2022-09-20
Yesterday I loaded a bunch of files onto the HP 95LX, intending to read on the device. I used some nondescript "PDF to text" website to gain plain text from two PDFs. Next, I attempted to convert the resulting Big Text File from the UTF-8 encoding to Code Page 850 using iconv. This repeatedly complained about invalid codepoints. I manually search-and-replaced all the smartquotes and friends (using Pluma, the text editor of the MATE Desktop Environment). After that I wrote a small scriptlet to make iconv point me to the next invalid codepoint, so that I could replace those manually. (These were mostly CJK, Russian, or Greek sniplets in the text.) After having processed about one third of the Big Text File I figured out that iconv has a switch, -c, which will make it skip invalid codepoints. (I am not sure whether they are omitted or replaced by a placeholder.)

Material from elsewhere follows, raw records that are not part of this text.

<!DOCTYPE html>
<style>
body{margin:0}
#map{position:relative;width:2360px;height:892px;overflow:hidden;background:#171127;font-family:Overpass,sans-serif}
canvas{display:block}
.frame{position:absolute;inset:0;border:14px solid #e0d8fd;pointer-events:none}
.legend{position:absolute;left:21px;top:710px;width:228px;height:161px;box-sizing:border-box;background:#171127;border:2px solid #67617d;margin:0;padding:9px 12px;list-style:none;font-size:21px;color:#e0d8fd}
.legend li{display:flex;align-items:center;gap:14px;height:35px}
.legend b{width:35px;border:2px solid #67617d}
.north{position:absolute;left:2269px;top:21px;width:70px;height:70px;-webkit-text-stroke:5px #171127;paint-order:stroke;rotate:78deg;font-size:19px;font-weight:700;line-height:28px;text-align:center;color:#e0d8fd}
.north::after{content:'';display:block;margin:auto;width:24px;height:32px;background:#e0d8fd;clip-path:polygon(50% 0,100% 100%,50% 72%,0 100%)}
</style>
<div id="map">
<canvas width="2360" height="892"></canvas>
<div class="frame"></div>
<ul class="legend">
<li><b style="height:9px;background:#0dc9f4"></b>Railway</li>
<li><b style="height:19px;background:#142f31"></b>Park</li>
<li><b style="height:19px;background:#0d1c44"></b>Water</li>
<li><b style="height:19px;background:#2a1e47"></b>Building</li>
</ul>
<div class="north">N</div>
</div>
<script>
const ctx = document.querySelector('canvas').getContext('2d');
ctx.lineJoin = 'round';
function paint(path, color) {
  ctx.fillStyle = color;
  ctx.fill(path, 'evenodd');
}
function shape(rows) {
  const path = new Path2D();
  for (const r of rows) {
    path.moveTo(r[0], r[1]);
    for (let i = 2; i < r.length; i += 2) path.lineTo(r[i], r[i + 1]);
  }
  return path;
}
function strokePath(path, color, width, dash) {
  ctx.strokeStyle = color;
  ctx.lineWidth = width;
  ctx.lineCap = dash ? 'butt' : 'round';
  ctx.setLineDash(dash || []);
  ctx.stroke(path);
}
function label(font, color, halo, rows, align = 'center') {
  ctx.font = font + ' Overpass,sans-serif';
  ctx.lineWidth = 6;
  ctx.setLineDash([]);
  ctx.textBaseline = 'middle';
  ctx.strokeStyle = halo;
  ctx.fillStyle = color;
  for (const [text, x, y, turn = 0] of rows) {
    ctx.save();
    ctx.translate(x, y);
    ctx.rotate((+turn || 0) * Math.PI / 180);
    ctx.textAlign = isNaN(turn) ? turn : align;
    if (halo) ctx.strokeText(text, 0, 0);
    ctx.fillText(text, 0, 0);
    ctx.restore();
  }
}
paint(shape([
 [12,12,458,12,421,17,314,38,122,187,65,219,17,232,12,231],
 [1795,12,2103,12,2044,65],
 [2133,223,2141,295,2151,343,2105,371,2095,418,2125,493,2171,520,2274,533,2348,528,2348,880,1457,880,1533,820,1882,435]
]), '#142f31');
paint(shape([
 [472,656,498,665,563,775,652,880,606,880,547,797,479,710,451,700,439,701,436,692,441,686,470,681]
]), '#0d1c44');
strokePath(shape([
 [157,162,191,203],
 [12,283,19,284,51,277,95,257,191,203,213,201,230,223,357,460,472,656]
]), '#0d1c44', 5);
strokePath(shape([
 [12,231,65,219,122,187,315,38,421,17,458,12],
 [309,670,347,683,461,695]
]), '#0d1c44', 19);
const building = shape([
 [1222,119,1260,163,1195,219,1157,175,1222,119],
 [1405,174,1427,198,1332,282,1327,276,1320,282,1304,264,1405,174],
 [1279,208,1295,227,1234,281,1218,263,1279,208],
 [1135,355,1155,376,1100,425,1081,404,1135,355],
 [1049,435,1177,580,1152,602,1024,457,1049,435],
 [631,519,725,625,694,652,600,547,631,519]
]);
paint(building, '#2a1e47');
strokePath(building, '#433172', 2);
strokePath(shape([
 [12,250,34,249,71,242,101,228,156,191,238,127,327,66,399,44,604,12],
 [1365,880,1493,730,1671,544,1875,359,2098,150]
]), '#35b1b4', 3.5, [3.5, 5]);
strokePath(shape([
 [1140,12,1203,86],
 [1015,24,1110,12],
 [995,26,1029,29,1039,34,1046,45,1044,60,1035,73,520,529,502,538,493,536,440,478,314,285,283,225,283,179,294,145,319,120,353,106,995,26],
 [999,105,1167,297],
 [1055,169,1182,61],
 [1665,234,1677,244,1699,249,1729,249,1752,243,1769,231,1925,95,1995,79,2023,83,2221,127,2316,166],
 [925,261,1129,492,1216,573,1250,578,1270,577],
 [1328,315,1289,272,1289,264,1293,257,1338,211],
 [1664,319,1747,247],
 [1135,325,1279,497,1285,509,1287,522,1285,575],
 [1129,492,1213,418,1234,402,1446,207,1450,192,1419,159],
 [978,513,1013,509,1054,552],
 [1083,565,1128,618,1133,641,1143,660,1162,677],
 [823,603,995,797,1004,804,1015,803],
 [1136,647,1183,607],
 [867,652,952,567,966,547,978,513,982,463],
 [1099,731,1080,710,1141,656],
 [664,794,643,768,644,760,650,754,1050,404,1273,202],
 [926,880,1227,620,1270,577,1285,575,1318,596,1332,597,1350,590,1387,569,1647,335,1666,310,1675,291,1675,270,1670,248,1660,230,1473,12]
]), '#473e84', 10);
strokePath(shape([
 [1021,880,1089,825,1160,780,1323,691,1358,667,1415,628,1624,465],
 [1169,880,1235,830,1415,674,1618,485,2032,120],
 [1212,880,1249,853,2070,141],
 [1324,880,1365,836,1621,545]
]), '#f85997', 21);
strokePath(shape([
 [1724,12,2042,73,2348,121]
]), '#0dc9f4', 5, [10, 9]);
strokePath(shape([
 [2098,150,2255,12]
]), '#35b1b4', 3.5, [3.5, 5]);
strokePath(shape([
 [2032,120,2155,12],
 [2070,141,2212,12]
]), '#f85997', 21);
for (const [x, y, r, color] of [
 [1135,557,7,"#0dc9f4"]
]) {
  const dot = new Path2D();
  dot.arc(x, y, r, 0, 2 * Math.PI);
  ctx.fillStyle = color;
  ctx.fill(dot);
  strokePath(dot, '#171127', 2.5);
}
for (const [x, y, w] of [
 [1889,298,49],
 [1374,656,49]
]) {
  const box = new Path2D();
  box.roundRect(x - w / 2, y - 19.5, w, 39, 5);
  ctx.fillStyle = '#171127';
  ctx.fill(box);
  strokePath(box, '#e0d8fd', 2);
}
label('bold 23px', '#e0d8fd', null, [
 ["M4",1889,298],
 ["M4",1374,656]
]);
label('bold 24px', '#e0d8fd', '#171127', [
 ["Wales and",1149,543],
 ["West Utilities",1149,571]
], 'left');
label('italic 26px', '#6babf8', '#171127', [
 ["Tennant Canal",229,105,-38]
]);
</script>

After finishing the conversion of the Big Text File I split it into smaller files using a perl scriptlet. I had to break up the files not only for each chapter but also after every 1000 lines, so as to get result files smaller than 64 KiB. That's because I anticipated there would be a file size limit in the Memo application.
Then, it was time to transfer the files to the 95LX. This was harder than it ought to be because there were several dozen files and I have yet only mastered the transfer from the Linux box connected to the serial port using the Datacomm application's XMODEM protocol, which can only transfer one file at a time and requires entering the source and destination filename on both sides.
I figured I could zip up the files and send the archive plus a DOS build of Info-ZIP's unzip tool. That wasn't entirely wrong. However, I initially started sending the whole distribution SFX file of unzip, which took way too long. So I unpacked the SFX using dosemu2 on the Linux host, yielding an unzip.exe that comes in at less than 60 KiB. (Judging from its performance this is also a packed executable.) Even with the sunk cost fallacy, I noticed it'd be faster to cancel the transfer now and send only unzip.exe instead of waiting for the whole SFX to arrive.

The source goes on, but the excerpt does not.